## Records supplied
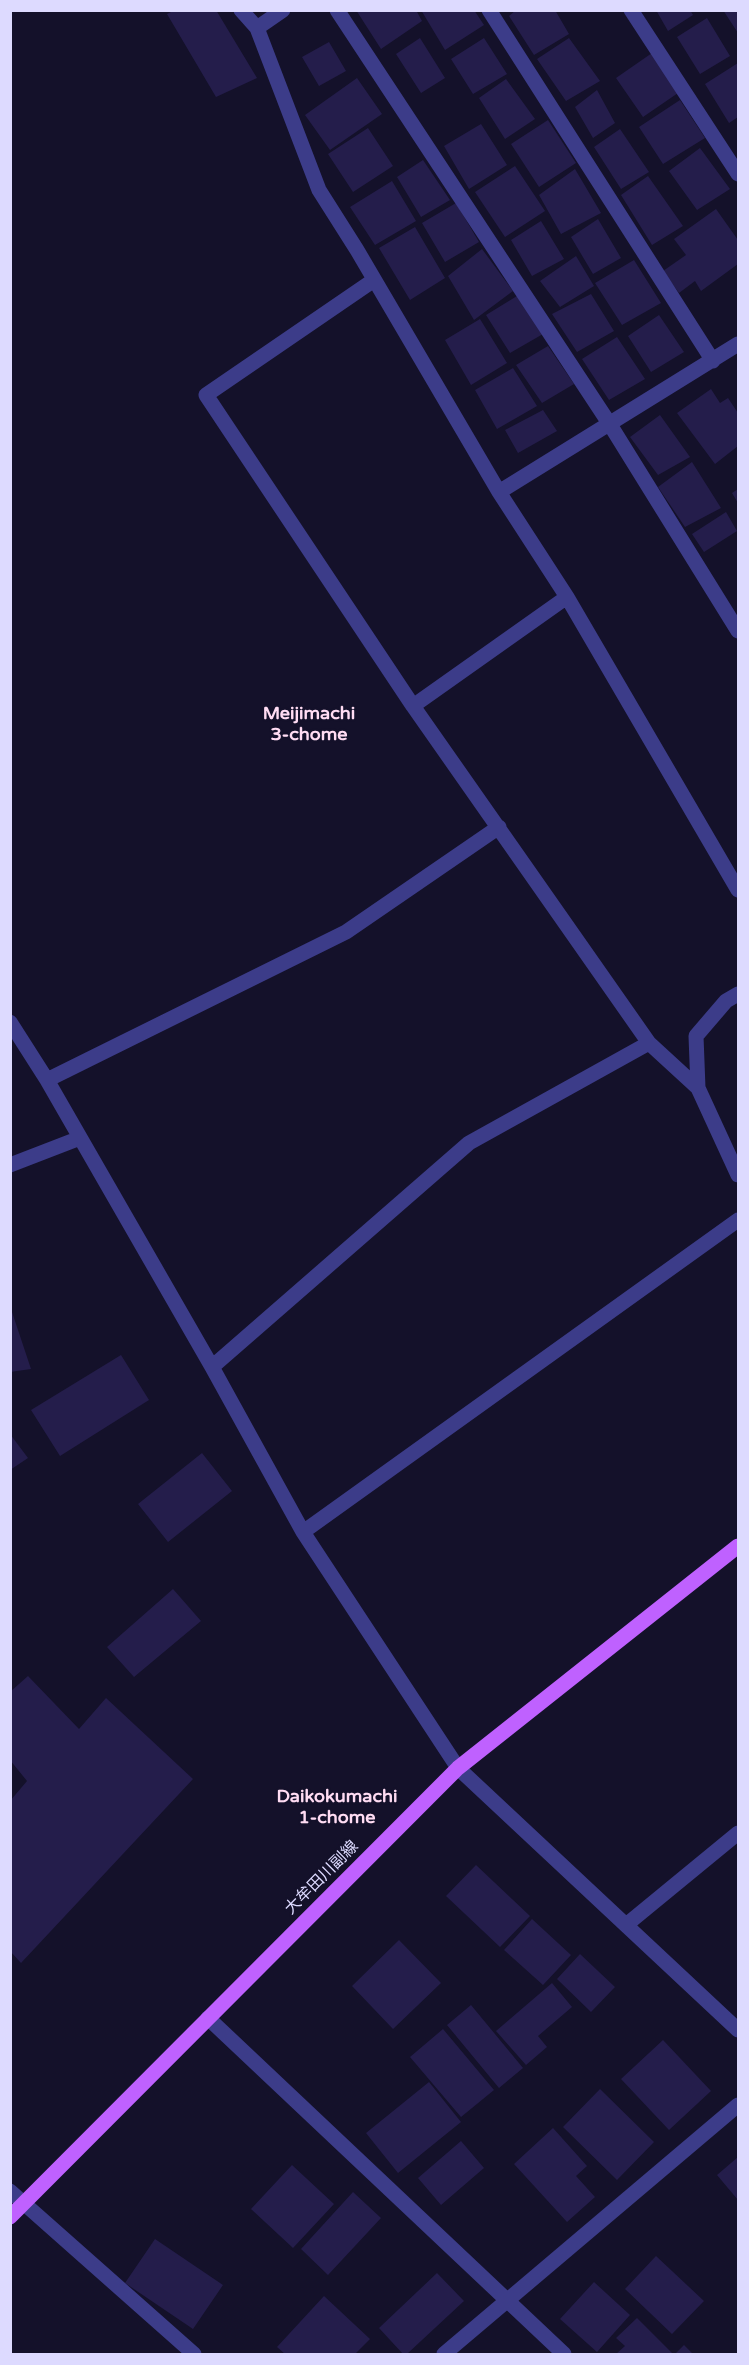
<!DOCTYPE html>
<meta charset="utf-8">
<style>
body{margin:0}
#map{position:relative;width:749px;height:2365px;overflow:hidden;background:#14112a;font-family:"Varela Round",sans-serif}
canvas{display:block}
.frame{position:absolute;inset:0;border:12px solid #dddaff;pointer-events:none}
</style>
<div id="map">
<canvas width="749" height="2365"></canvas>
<div class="frame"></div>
</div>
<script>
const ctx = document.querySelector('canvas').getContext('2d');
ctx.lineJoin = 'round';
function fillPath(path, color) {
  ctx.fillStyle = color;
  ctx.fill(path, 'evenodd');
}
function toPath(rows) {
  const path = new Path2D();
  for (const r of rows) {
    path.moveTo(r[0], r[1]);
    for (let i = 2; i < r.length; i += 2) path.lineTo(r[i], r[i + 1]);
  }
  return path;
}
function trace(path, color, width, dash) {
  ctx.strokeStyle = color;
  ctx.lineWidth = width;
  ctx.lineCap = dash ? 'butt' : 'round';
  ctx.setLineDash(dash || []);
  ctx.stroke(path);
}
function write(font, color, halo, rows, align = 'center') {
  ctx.font = font + ' "Varela Round","Noto Sans JP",sans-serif';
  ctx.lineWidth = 4.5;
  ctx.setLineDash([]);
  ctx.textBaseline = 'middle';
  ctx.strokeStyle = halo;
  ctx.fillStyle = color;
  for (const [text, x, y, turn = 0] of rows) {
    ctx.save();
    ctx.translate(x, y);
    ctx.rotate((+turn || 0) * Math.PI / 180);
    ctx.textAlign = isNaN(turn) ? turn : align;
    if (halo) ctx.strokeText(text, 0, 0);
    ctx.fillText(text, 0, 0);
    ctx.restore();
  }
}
fillPath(toPath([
 [175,10,216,10,257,78,216,97,167,14],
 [356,10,416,10,422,21,381,49],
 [421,10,474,10,484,25,445,50],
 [516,10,555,10,569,34,534,55,509,16],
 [656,10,690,10,693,15,668,31],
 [723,10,738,10,738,33],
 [707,18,730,56,700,74,677,37],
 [420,38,445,78,421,93,396,54],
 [484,38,507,74,473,94,451,59],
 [569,38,600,81,566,101,537,59],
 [329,42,346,71,319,86,302,57],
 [652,53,678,93,643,117,616,78],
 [738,63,738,117,729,123,705,84],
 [357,78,382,114,330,150,305,115],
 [506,79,535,119,505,139,479,98],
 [597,90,615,123,593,138,575,107],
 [680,100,705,138,663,164,639,127],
 [548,120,576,163,539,187,511,144],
 [481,124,507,165,469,189,444,146],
 [368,128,393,166,353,192,328,154],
 [620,129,649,172,621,189,594,147],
 [700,148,730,189,697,210,669,171],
 [423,160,450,200,421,217,397,177],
 [515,166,545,211,505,237,475,192],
 [575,169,601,213,561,234,539,195],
 [648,176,683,226,652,245,621,195],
 [392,181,416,221,375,245,350,207],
 [456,203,479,242,445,262,422,223],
 [716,209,738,240,738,264,701,291,695,281,679,293,663,271,686,255,674,239],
 [598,219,621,258,593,274,571,237],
 [541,221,564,259,532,276,511,240],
 [415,227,445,278,410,300,379,248],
 [482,249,513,291,474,320,448,276],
 [576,256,594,286,560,307,540,281],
 [634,260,661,303,622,325,595,283],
 [591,294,614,331,577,352,552,314],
 [517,296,543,334,510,353,486,315],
 [659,315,684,352,651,372,628,336],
 [480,319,507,363,471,385,445,340],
 [617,337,645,379,609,400,582,359],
 [548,346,574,384,542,403,516,365],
 [513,368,537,406,497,429,475,390],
 [711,389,720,403,728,398,738,413,738,446,715,464,677,413],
 [543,410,557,431,518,453,505,430],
 [660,415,690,457,658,475,630,437],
 [692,462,721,508,685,527,658,487],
 [738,489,738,503,732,493],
 [726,512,737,531,704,552,692,534],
 [10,1309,11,1309,31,1369,10,1372],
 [121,1355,149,1400,60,1456,31,1410],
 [10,1434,28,1458,10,1470],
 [202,1453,232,1491,168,1542,138,1504],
 [173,1589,201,1621,134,1677,107,1647],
 [28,1676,79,1729,106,1698,193,1779,21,1963,10,1951,10,1801,27,1781,10,1760,10,1692],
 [476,1865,530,1916,500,1947,446,1896],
 [532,1919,571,1955,543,1985,504,1950],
 [399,1940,441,1983,393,2029,352,1986],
 [580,1954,615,1987,591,2012,557,1979],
 [552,1983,572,2007,538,2036,547,2047,526,2065,496,2031],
 [471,2005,523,2068,499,2088,447,2025],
 [443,2029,494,2090,461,2117,410,2057],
 [663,2040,711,2091,669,2130,621,2079],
 [429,2082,461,2122,398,2173,366,2133],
 [600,2089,654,2142,617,2180,563,2127],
 [553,2128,587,2166,576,2176,595,2197,567,2222,514,2164],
 [461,2141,484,2168,441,2205,418,2178],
 [738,2157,738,2200,717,2175],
 [292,2165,334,2204,293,2248,251,2209],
 [353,2192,381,2218,328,2275,301,2249],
 [155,2239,223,2285,193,2329,125,2283],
 [656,2256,704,2301,672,2334,625,2289],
 [437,2273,464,2301,407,2354,403,2354,379,2328],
 [594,2282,630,2315,597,2352,560,2319],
 [324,2296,370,2339,355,2354,285,2354,277,2347],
 [637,2318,673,2354,616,2354,625,2346,616,2338],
 [684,2345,693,2354,675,2354]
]), '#241d4b');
trace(toPath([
 [241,10,257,28,319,190,357,250,499,492,567,597,738,890],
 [337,10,609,423,738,631],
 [489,10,713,361],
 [631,10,738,174],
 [257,28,283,10],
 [374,280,206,395,413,706,649,1043,698,1088],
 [499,492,738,344],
 [413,706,567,597],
 [738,994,726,1001,696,1036,698,1088,738,1175],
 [10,1022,47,1080,212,1367,303,1532,458,1768,738,2030],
 [47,1080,346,932,499,827],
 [10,1165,80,1138],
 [212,1367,469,1143,649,1043],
 [303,1532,738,1220],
 [626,1925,738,1833],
 [208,2018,564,2354],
 [10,2191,194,2354],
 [444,2354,738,2105]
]), '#3c3c89', 15);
trace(toPath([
 [10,2217,458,1768,738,1546]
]), '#bf61ff', 15);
write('16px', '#dddaff', '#14112a', [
 ["大牟田川副線",322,1878,-45]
]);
write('bold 18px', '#ffdcf3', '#14112a', [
 ["Meijimachi",309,714],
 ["3-chome",309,735],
 ["Daikokumachi",337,1797],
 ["1-chome",337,1818]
]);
</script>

## Problem
Reproduce each line of the data containing the word "rows".

## Finished exercise
function toPath(rows) {
  for (const r of rows) {
function write(font, color, halo, rows, align = 'center') {
  for (const [text, x, y, turn = 0] of rows) {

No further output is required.